◆ WHAT YOU SHOULD DO
Read the listing and extract each line that includes the word "canvas".

◆ ENTRIES PROVIDED
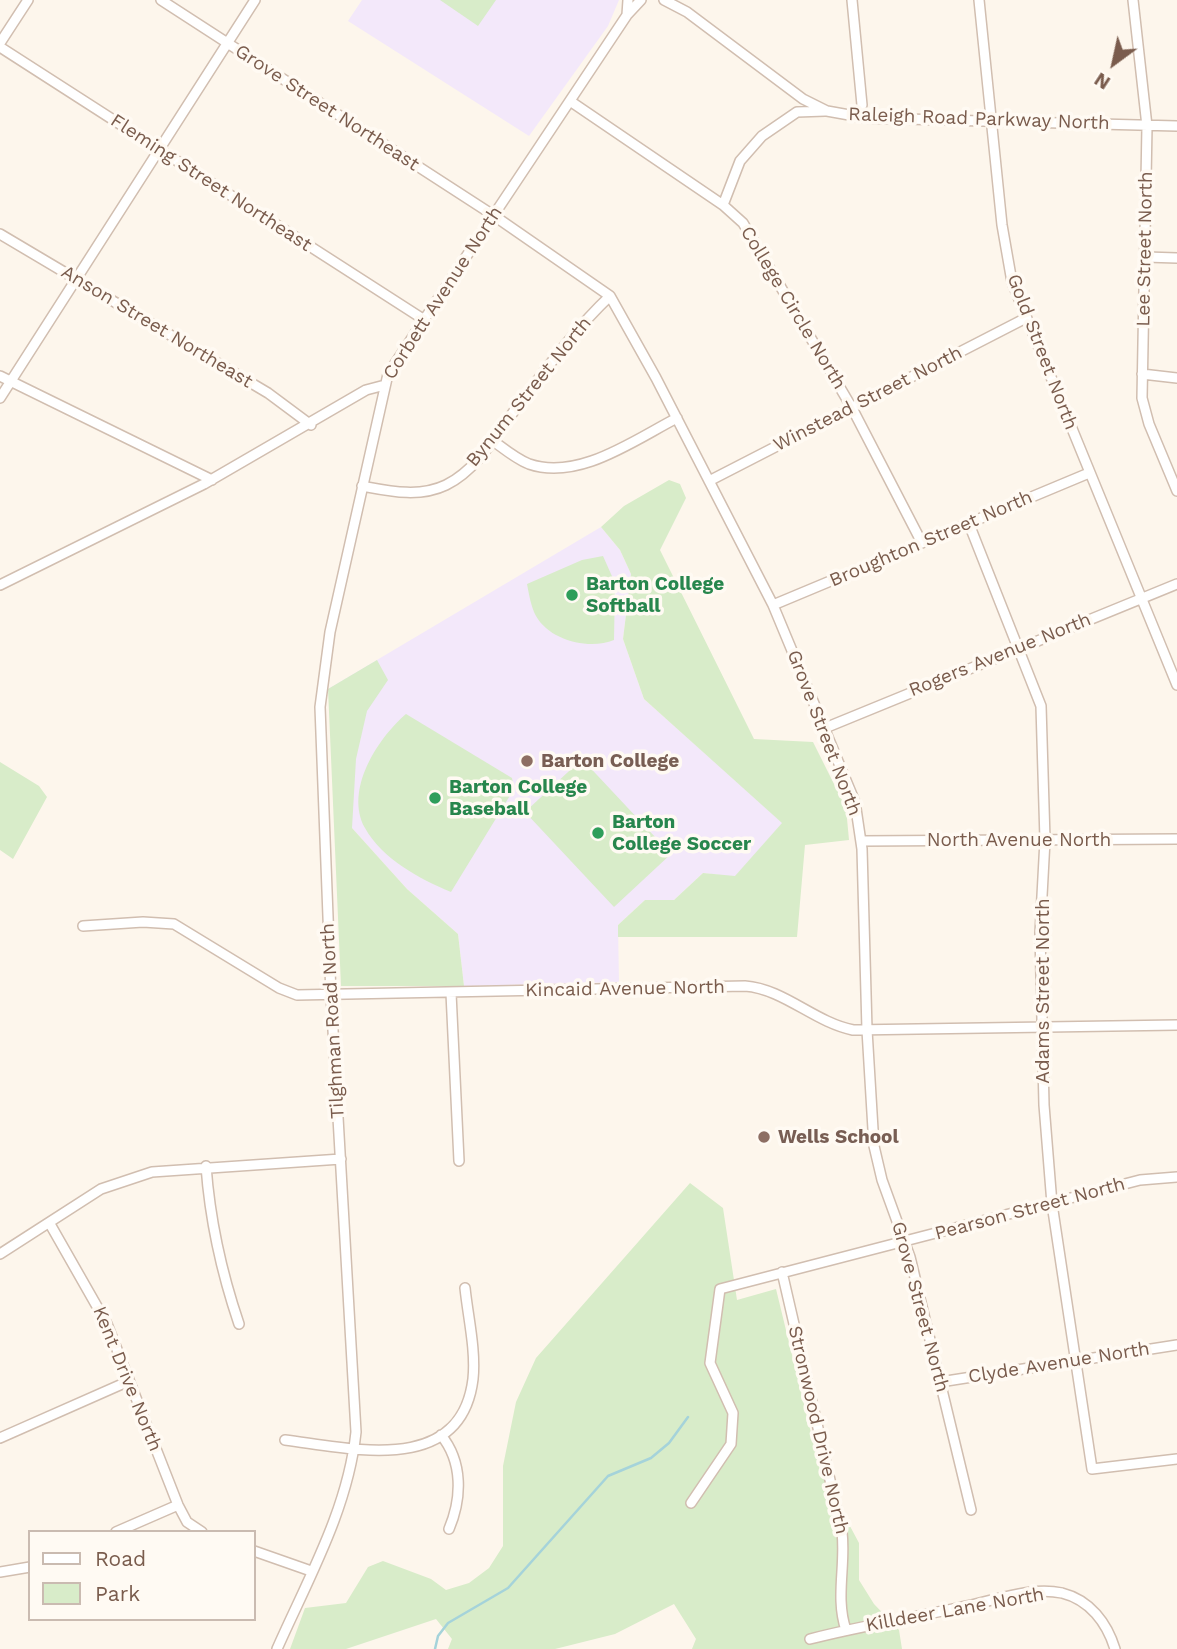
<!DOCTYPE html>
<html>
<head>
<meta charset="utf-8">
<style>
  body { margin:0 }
  #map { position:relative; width:1177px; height:1649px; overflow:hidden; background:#fdf6ec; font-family:"Work Sans",sans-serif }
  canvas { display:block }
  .legend { position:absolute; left:28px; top:1530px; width:228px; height:91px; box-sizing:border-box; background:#fffaf3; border:2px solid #cabbb1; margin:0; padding:9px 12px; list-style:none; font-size:21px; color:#7a5c4d }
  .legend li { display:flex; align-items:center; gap:14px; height:35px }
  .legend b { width:35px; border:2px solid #cabbb1 }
  .north { position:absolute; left:1079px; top:28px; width:70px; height:70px; -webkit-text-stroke:5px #fffaf3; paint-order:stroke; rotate:213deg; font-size:19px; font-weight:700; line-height:28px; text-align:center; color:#7a5c4d }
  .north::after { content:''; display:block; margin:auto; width:24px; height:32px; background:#7a5c4d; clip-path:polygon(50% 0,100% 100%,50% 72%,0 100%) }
</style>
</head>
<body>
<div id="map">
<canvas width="1177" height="1649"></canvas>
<ul class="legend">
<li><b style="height:9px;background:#fff"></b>Road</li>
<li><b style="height:19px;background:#d8ecc9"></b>Park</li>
</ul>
<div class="north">N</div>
</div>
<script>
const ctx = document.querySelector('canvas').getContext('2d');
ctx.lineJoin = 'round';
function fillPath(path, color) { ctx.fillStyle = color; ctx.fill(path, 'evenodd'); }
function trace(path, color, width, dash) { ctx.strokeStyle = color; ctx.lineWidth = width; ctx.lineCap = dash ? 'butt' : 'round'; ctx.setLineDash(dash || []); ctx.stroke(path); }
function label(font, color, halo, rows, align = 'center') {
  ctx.font = font + ' "Work Sans",sans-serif'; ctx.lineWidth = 7; ctx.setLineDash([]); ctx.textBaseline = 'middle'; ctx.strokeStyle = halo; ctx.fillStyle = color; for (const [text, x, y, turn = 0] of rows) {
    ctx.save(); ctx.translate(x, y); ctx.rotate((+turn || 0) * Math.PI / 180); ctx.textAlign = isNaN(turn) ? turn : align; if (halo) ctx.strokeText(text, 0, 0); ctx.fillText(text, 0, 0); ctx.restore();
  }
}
const education = new Path2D(`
  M 362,0 L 619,0 L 608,26 L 529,136 L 348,21 Z
  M 601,527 L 620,550 L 631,574 L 623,639 L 644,699 L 783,823 L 735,877 L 703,873 L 674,900 L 645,900 L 618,925 L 619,982 L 464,986 L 458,934 L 407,889 L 352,828 L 328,689 Z`);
const green = new Path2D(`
  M 440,0 L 496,0 L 478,26 Z
  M 669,480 L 680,484 L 686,498 L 660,550 L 754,739 L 813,742 L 846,808 L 849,840 L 805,845 L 797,937 L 618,937 L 618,925 L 645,900 L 674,900 L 703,873 L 735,876 L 782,823 L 644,699 L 623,639 L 631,574 L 620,550 L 601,527 L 624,506 Z
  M 603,556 L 615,583 L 614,640 C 590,650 550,641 536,616 C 531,607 529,594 527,584 L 582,560 Z
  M 377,660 L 388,680 L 367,711 L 356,759 L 352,828 L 407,889 L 458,934 L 464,986 L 341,986 L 328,689 Z
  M 406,714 L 512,778 L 514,789 L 451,892 C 420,879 382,859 365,828 C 344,790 378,738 406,714 Z
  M 582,759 L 671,854 L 614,907 L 525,812 Z
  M 0,762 L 39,786 L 47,797 L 13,859 L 0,850 Z
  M 690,1183 L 723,1208 L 737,1300 L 776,1289 L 820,1470 L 859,1543 L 859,1580 L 874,1604 L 899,1630 L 902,1649 L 692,1649 L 696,1639 L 674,1604 L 615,1634 L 555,1649 L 448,1649 L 452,1639 L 436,1619 L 346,1649 L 290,1649 L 305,1608 L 346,1603 L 368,1567 L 383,1561 L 431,1579 L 446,1590 L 469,1583 L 489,1568 L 503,1546 L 503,1466 L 516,1402 L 536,1358 Z`);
const stream = new Path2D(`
  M 435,1649 L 438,1636 L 448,1623 L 508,1588 L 608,1476 L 651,1458 L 669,1443 L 688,1417`);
const minor = new Path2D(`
  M 161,0 L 493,215 L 610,296 L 656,378 L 773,605 L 855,802 L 862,849 L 867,1030 L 874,1146 L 882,1180 L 910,1257 L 971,1510
  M 664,0 L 687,12 L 803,99 L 827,111 L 866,118 L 1177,126
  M 852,0 L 862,105
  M 979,0 L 1002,225 L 1012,282 L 1177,685
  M 1133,0 L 1147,126 L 1142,398 L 1149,424 L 1177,491
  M 627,15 L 628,0
  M 0,43 L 28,0
  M 0,47 L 423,319
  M 570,101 L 723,205 L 743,223 L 852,408 L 922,543
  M 723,205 L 740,161 L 762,136 L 797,112 L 825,111
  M 0,234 L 268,393 L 311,425
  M 1146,257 L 1177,258
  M 1142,374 L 1177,378
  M 0,376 L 212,480
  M 0,398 L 255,0
  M 492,440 C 503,448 516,459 529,464 C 579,481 634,440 677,418
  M 709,481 L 1026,318
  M 362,486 C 389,491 419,498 446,485 C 478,469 497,434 517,407 C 547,368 575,329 610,296
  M 969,524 L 1041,706 L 1045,840 L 1040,933 L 1044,1105 L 1052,1204 L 1092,1469 L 1177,1459
  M 0,585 L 204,484 L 366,390 L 385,385
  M 773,605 L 1089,473
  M 825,728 L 1177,584
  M 861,841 L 1177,839
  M 83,926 L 143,922 L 174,924 L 279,988 L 297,995 L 745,986 C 784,989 814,1022 853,1030 L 1177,1025
  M 451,993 L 459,1161
  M 206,1166 C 210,1221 221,1271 239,1324
  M 50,1224 L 107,1324 L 178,1505 L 187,1522 L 202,1532
  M 0,1254 L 101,1189 L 152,1172 L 341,1159
  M 782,1272 L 842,1532 C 846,1565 835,1598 846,1630
  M 940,1382 L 1177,1345
  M 441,1435 C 463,1462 462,1498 449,1529
  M 0,1438 L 129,1381
  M 285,1440 C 350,1448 461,1477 473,1379 C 476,1350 468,1317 465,1288
  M 691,1503 L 731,1444 L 733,1413 L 710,1363 L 720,1289 L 1140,1180 L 1177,1177
  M 116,1532 L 178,1505
  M 254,1551 L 311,1571
  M 0,1572 L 30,1567
  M 810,1639 C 860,1626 911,1618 962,1607 C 994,1601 1030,1586 1062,1593 C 1090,1600 1107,1623 1115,1649
  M 277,1649 C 308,1579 348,1509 356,1432 L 331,995 L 320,707 L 330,632 L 388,374 L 627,15 L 641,0`);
const markers = [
  [572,595,7,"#2e9e5b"],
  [527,761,7,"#8d6e63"],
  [435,798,7,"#2e9e5b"],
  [598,833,7,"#2e9e5b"],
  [764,1137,7,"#8d6e63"]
];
const streetNames = [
  ["Grove Street Northeast",327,108,33],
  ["Raleigh Road Parkway North",979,119,2],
  ["Fleming Street Northeast",211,183,33],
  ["Lee Street North",1145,249,-89],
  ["Corbett Avenue North",443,293,-57],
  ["College Circle North",793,308,59],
  ["Anson Street Northeast",157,327,31],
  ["Gold Street North",1042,352,69],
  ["Bynum Street North",529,392,-51],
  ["Winstead Street North",868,399,-27],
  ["Broughton Street North",931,539,-23],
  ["Rogers Avenue North",1000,655,-22],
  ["Grove Street North",824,733,69],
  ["North Avenue North",1019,840],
  ["Kincaid Avenue North",625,989,-1],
  ["Adams Street North",1043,991,-90],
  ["Tilghman Road North",333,1021,-93],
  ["Pearson Street North",1030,1209,-15],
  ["Grove Street North",920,1307,75],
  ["Clyde Avenue North",1059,1363,-9],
  ["Kent Drive North",127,1379,68],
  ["Stronwood Drive North",818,1430,77],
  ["Killdeer Lane North",955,1610,-10]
];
const leisureNames = [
  ["Barton College",586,584],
  ["Softball",586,606],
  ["Barton College",449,787],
  ["Baseball",449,809],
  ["Barton",612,822],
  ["College Soccer",612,844]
];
const educationNames = [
  ["Barton College",541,761],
  ["Wells School",778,1137]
];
fillPath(education, '#f3e8fa');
fillPath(green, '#d8ecc9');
trace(stream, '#a5d3da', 2.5);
trace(minor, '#d1beb0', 12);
trace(minor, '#fff', 9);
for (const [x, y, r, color] of markers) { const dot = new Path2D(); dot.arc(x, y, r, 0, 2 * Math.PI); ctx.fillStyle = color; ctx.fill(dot); trace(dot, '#fffaf3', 2.5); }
label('19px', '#7a5c4d', '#fffaf3', streetNames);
label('bold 19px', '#27864d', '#fffaf3', leisureNames, 'left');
label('bold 19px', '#785e54', '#fffaf3', educationNames, 'left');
</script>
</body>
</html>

◆ RESPONSE
  canvas { display:block }
<canvas width="1177" height="1649"></canvas>
const ctx = document.querySelector('canvas').getContext('2d');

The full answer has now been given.